Woman was the highlight of Double Fantasy. The LP is often guilty of being too slick, but the glossy production works in favour of this track, rather than against it. Although Lennon considered it a sequel to Girl, it’s lyrically similar to Jealous Guy. He’s directly apologising to Ono again for past behaviour (perhaps the ‘Lost Weekend’?), but also paying tribute to all women. It would be nice to think, after the stories of his sometimes violent history with women, that this was Lennon at his most honest and contrite.

Opening with a barely audible ‘For the other half of the sky’, there’s sterling synth work from Small, and warm Beatles-like guitar from Slick and McCracken. Somehow, despite the sheen, the swooning backing vocals, and the lack of decent lyrics in the chorus, it’s lovely and really charming. And inevitably, this single gained huge added poignancy following Lennon’s death. A fitting Valentine’s Day number 1, indeed.

But what was going on with that chorus? ‘Ooooh, well well, do-do-do-do-do’ was surely a placeholder that Lennon and Ono decided to leave in? And they say McCartney missed Lennon’s quality control…

Speaking of quality control, I have to mention the official video to Woman. I’m in genuine shock. Ono edited the video in January, and understandably, she will have been in pieces. However, the video veers from touching, with footage of the couple in Central Park two months previous, to poor taste, including the pic of Lennon and his killer, lifted from a newspaper. But what’s really shocking is the image of Lennon’s side profile from the back of the Imagine album, made to morph into the last ever photo of Lennon – in the morgue. Unbelievably, this remains in the official video on YouTube.

After

Woman was the last solo number 1 for John Lennon. However, the outpouring of emotion after his death resulted in Roxy Music’s cover of Jealous Guy knocking Joe Dolce Music Theatre from the top spot. Inevitably, people moved on from their grief, and the next single, Watching the Wheels, only peaked at 30.

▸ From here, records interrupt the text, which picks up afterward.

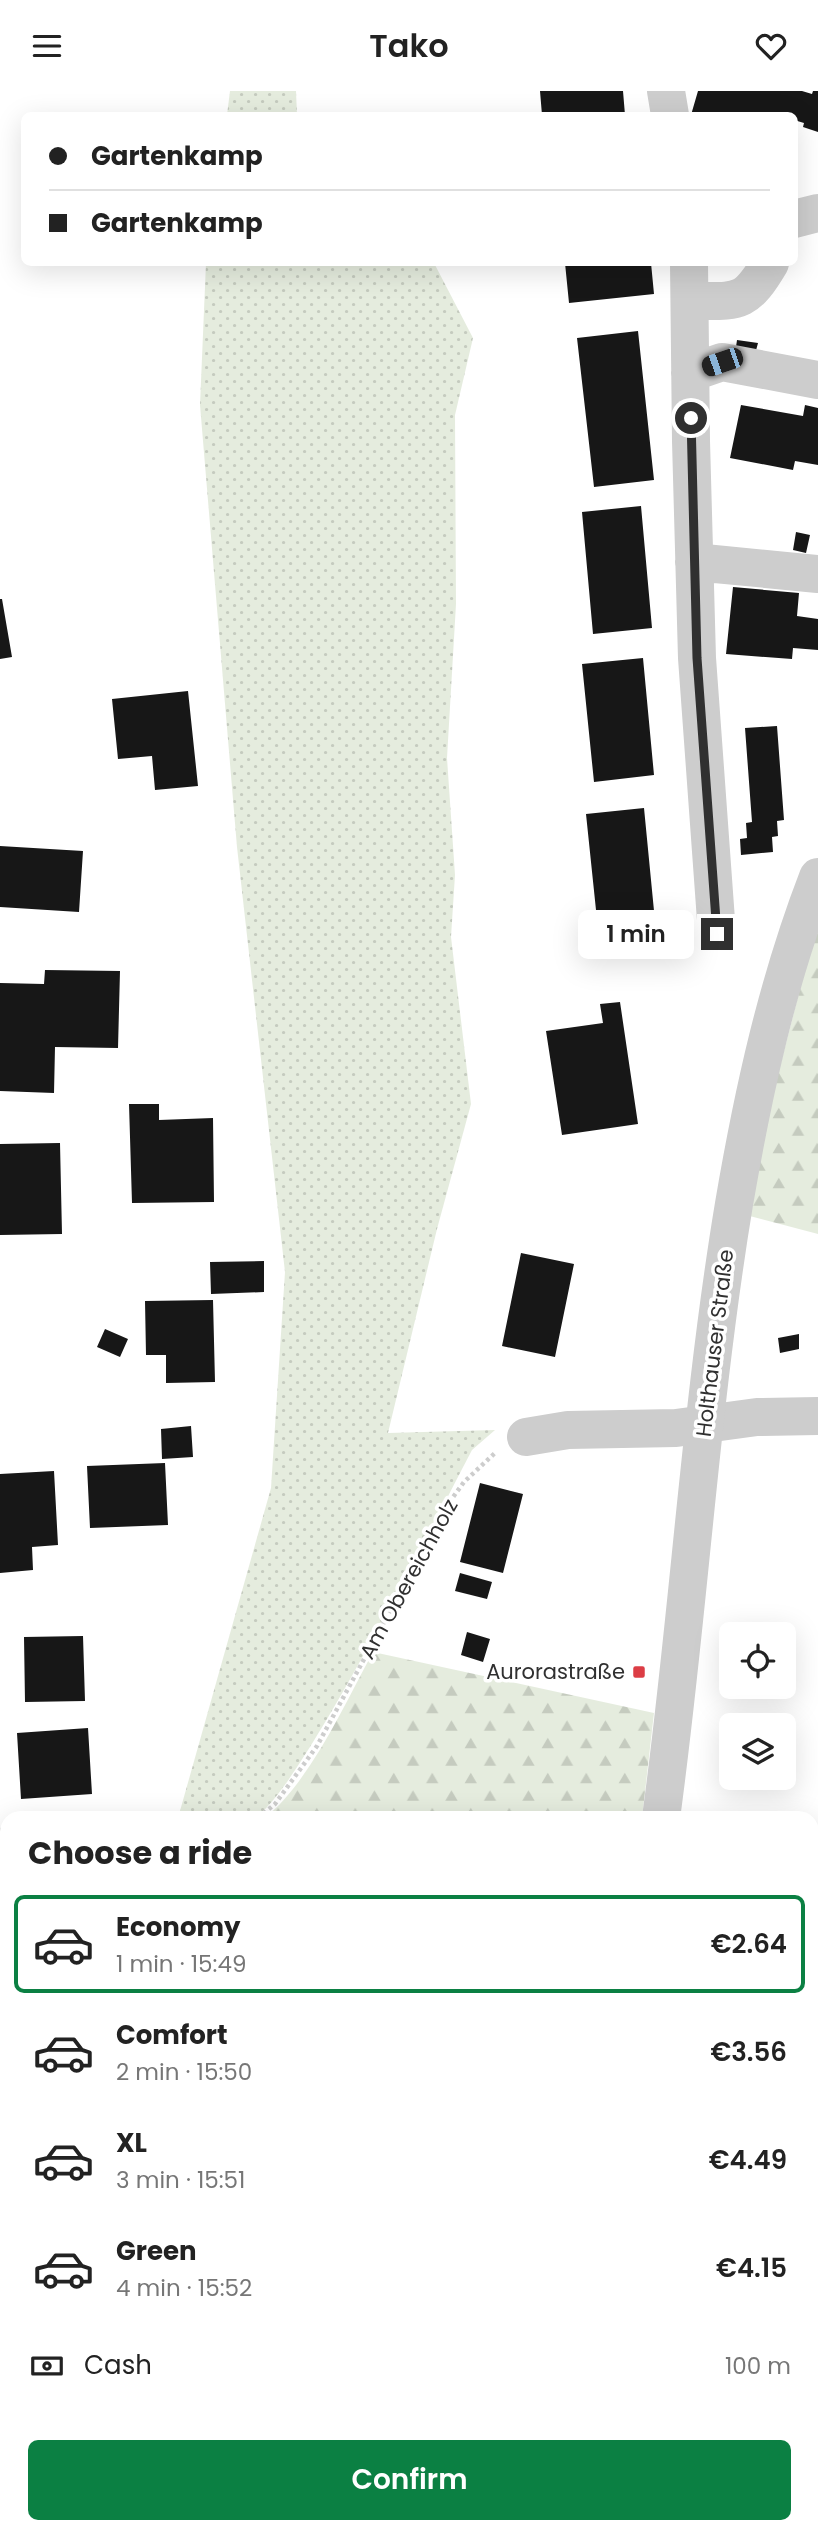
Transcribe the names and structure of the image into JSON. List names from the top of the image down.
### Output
{
  "streets": {
    "street": ["Holthauser Straße"],
    "path": ["Am Obereichholz"]
  },
  "places": {
    "transit": ["Aurorastraße"]
  },
  "page": {
    "header": "Tako",
    "banner": ["Gartenkamp", "Gartenkamp"],
    "bubble": "1 min",
    "heading": "Choose a ride",
    "list": [
      {
        "name": "Economy",
        "note": "1 min · 15:49",
        "value": "€2.64"
      },
      {
        "name": "Comfort",
        "note": "2 min · 15:50",
        "value": "€3.56"
      },
      {
        "name": "XL",
        "note": "3 min · 15:51",
        "value": "€4.49"
      },
      {
        "name": "Green",
        "note": "4 min · 15:52",
        "value": "€4.15"
      }
    ],
    "pay": ["Cash", "100 m"],
    "buttons": "Confirm"
  }
}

Three years later, Ono was finally able to work on Milk and Honey, which was the couple’s next projected LP. Lennon’s work was inevitably a little rough and ready as it had been tragically left unfinished, but Nobody Told Me – originally meant for Ringo Starr – was a number six hit. The follow-up, Borrowed Time, was his last original charting single, making it to 32.

Reissues of Jealous Guy and Imagine failed to reach the top 40 in the 80s, but in the 90s the legend of The Beatles grew in stature once more, thanks in part to Britpop and a newfound appreciation of 60s guitar groups. This coincided with the Anthology project, where Lennon’s 1977 demo of Free as a Bird, and 1979 home recording of Real Love, were transformed into ‘new’ Beatles recordings, courtesy of the surviving members and producer Jeff Lynne. Amazingly, neither went to number 1.

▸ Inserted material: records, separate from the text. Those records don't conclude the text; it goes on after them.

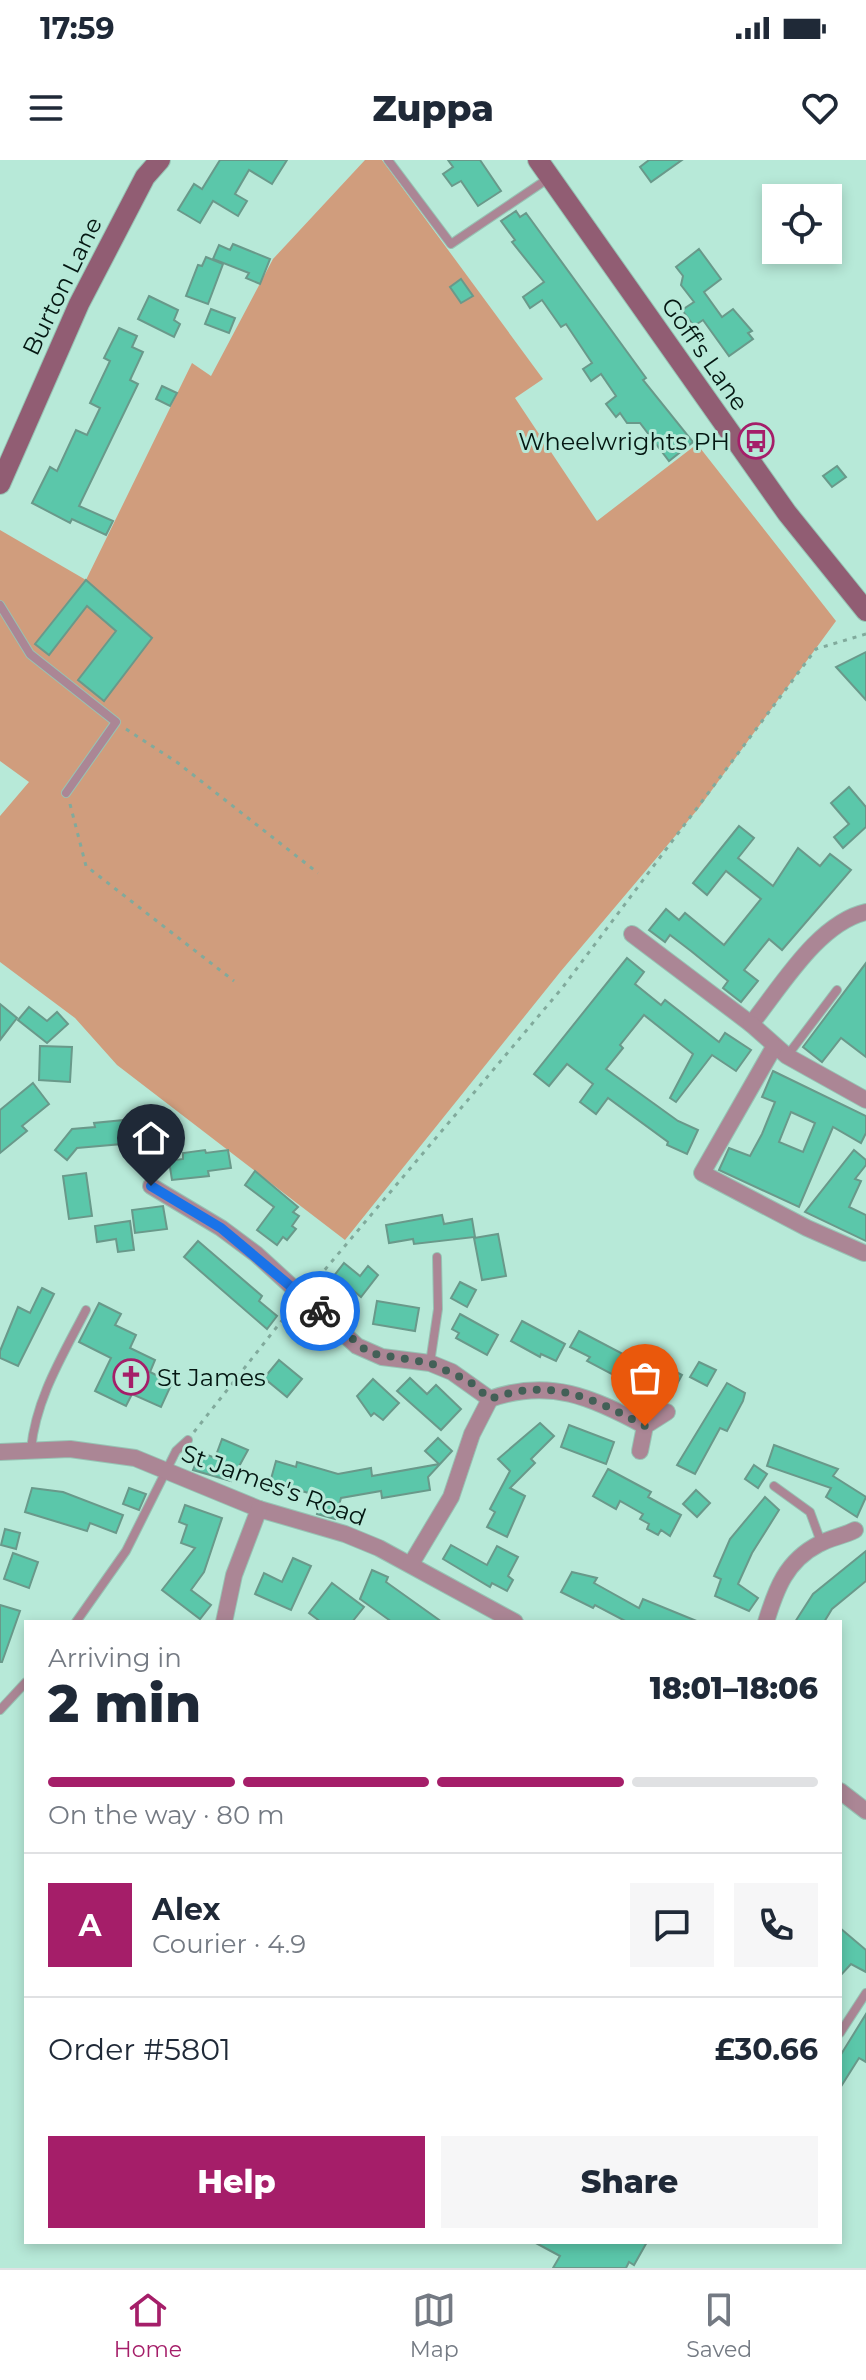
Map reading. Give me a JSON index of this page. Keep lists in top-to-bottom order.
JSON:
{
  "streets": {
    "main road": ["Burton Lane", "Goff's Lane"],
    "street": ["St James's Road"]
  },
  "places": {
    "bus stop": ["Wheelwrights PH"],
    "church": ["St James"]
  },
  "page": {
    "status": "17:59",
    "header": "Zuppa",
    "heading": ["2 min", "Arriving in", "18:01–18:06"],
    "panel": [
      "Alex",
      "Courier · 4.9",
      "Order #5801",
      "£30.66"
    ],
    "bar": "On the way · 80 m",
    "round": "A",
    "buttons": ["Help", "Share"],
    "tabs": ["Home", "Map", "Saved"]
  }
}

In 2010 a new ‘Stripped Down’ version of Double Fantasy was released. The aim was to remove some of the studio gloss of the original album, and sometimes this worked well. Not with Woman. Part of this song’s appeal was in the production. The 2010 version, shorn of sheen, simply sounded like a demo, not a remix. However, it’s noteworthy that you can hear Lennon drawing his breath in at the close, seemingly a deliberate nod to Girl.

Thanks to AI sound-limiting technology used in Peter Jackson’s excellent Get Back project, McCartney finally felt he could finish Now and Then, the Lennon demo from around 1977 that had been started for Anthology 3 before Harrison refused to continue. Hearing Lennon’s voice, shorn of rough-and-ready ghostly tape echo a la those Anthology 1 and 2 songs, was a beautiful, spine-chilling moment. In 2023, 54 years after The Ballad of John and Yoko, The Beatles were back at number 1.

The Outro

For many years, Lennon’s many flaws (and to be fair, he was very vocal about his failings in his lifetime) were forgotten and because his life was cut tragically short, he became a bona fide icon. A Godlike figure, who age did not dull. The cool, edgy Beatle – which understandably irked McCartney to a degree.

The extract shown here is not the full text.